In recent years, automatic WAAM technology has replaced the traditional manual welding method gradually because of its higher accuracy and better economic efficiency, which will be a development trend in hot forging die remanufacturing field [35]. Different from conventional powder-based 3D printing, the WAAM process needs to satisfy some welding requirements such as reducing repetitive filling or underfilling, air travel, and arc breaking [6, 7]. In WAAM system, due to the complexity and randomness of the object model, the cross sections after slicing may be very complicated and a filling algorithm that can adapt to any complex cross-sectional shape is needed [8, 9].

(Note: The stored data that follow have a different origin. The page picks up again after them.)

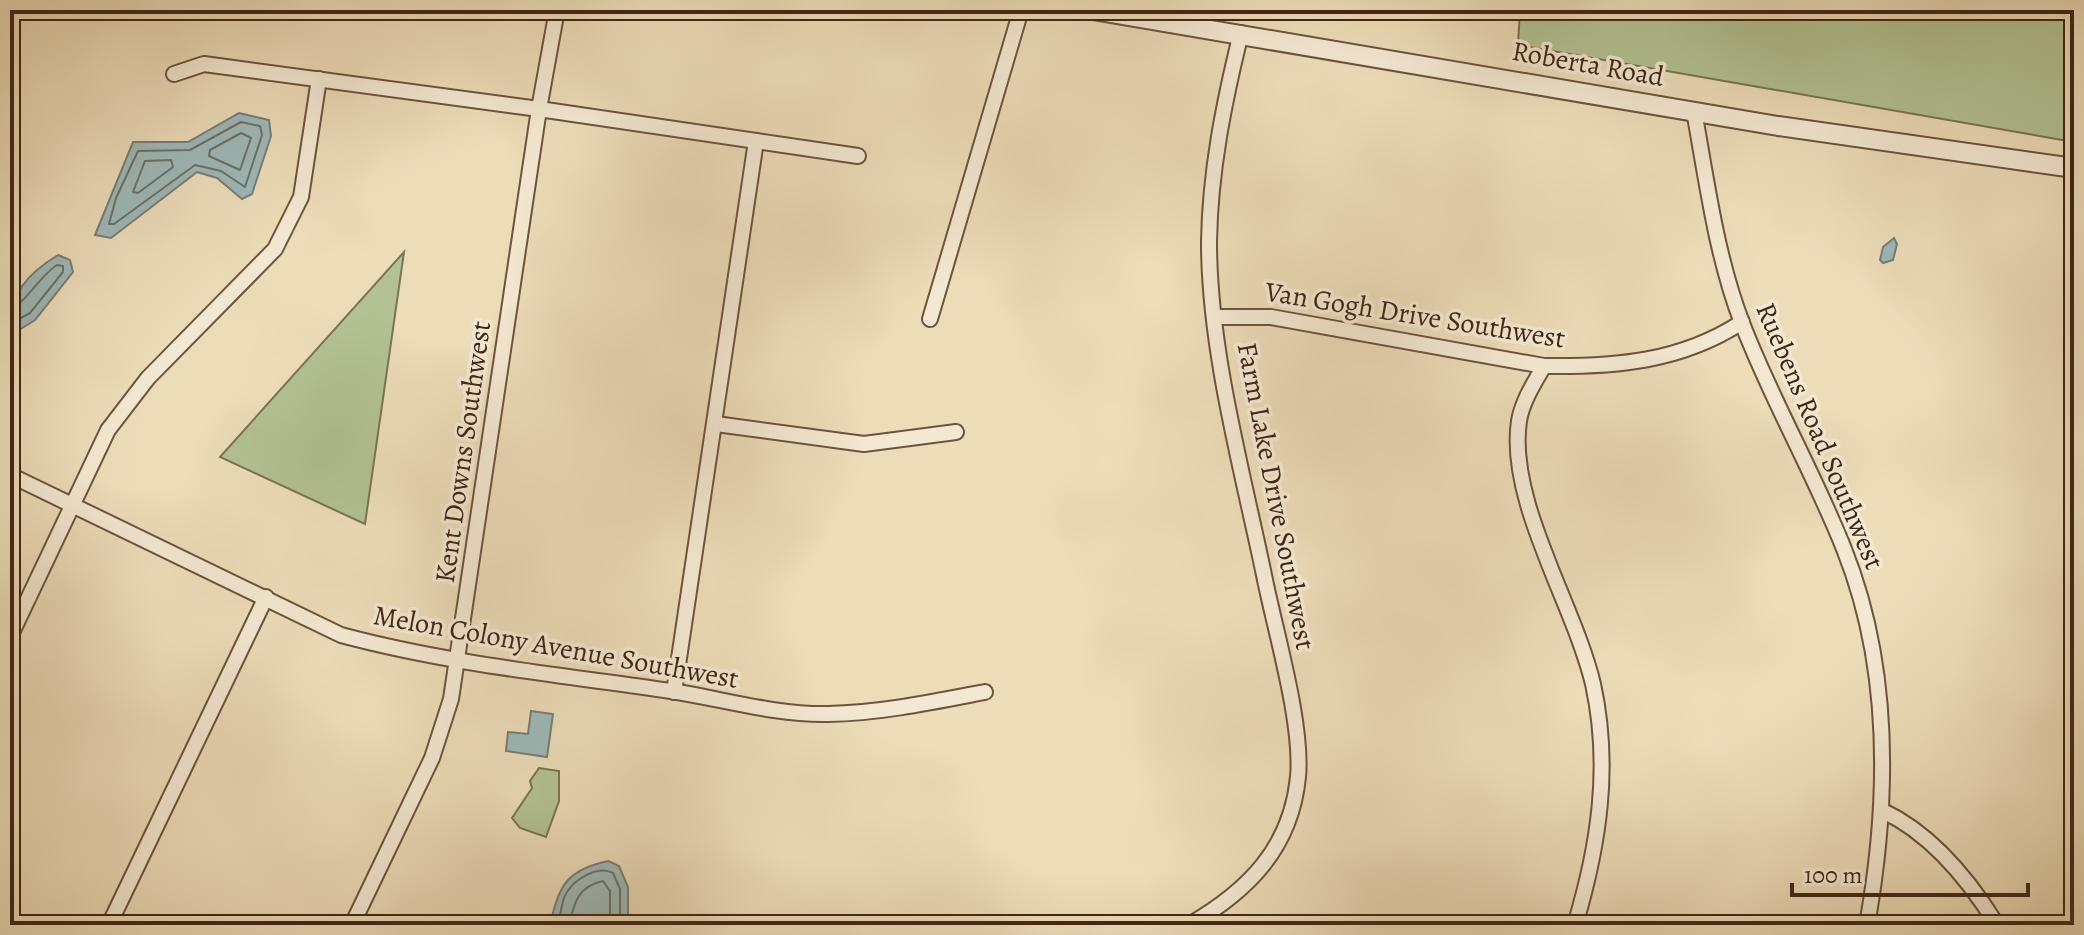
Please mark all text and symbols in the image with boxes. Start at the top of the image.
street label: Roberta Road [1509,32,1668,96]
street label: Van Gogh Drive Southwest [1261,272,1568,357]
street label: Ruebens Road Southwest [1747,297,1893,575]
street label: Kent Downs Southwest [426,319,500,585]
street label: Farm Lake Drive Southwest [1228,339,1324,653]
street label: Melon Colony Avenue Southwest [370,596,742,698]
scale bar [1792,847,2028,897]
text: 100 m [1804,859,1863,891]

The filling path planning will affect the efficiency and accuracy of the WAAM process directly. If the filling path planning is unreasonable, it may lead to defects such as cracks, obvious step effect at the edge, poor heat dissipation, and internal porosity in the forming parts [10, 11]. Thus, more and more scholars have realized the importance of filling path planning and devoted themselves to the study of path planning for WAAM process. For example, Shassere et al. [12] developed the Metal Big Area Additive Manufacturing (MBAAM) process, which is used to fabricate simple thin-walled specimens. Lei [13] proposed a novel multidirectional WAAM process and the positioning ball model, multidirectional slicing, and deposition process optimization were emphatically discussed for metal parts without supporting structures. Diourt’e [14] proposed the continuous three-dimensional path planning (CTPP) technology, which generated spiral-continuous path in path planning of WAAM process to ensure the ongoing supply of energy and materials. Ding et al. [7, 15] proposed a more adaptive medial axis transformation method in 2015 to eliminate internal vacancies and to improve the forming quality of formed parts. Furthermore, they proposed a nonparallel offsetting path in 2016, which can change the path spacing adaptively according to the cross-sectional shape, so as to realize variable-spacing path planning and to improve the forming accuracy of section contour. Jin et al. [16] proposed a filling strategy with local-micro adjustment that can effectively solve the overfilling or underfilling problem caused by uneven path spacing and too small corner. Based on the topological optimization results, Ponche et al. [17] designed a simplified filling path for blade, which can satisfy the working conditions. Yang [18] proposed an intelligent subregion path planning algorithm based on genetic algorithm, which has improvement in all aspects compared to traditional algorithm. Feng [19] optimized the filling path by using the advantage of Hilbert curve and a compound path is proposed. Preissler [20] developed a special transformation format that can realize the conversion between Cartesian coordinate system and code generated after path planning.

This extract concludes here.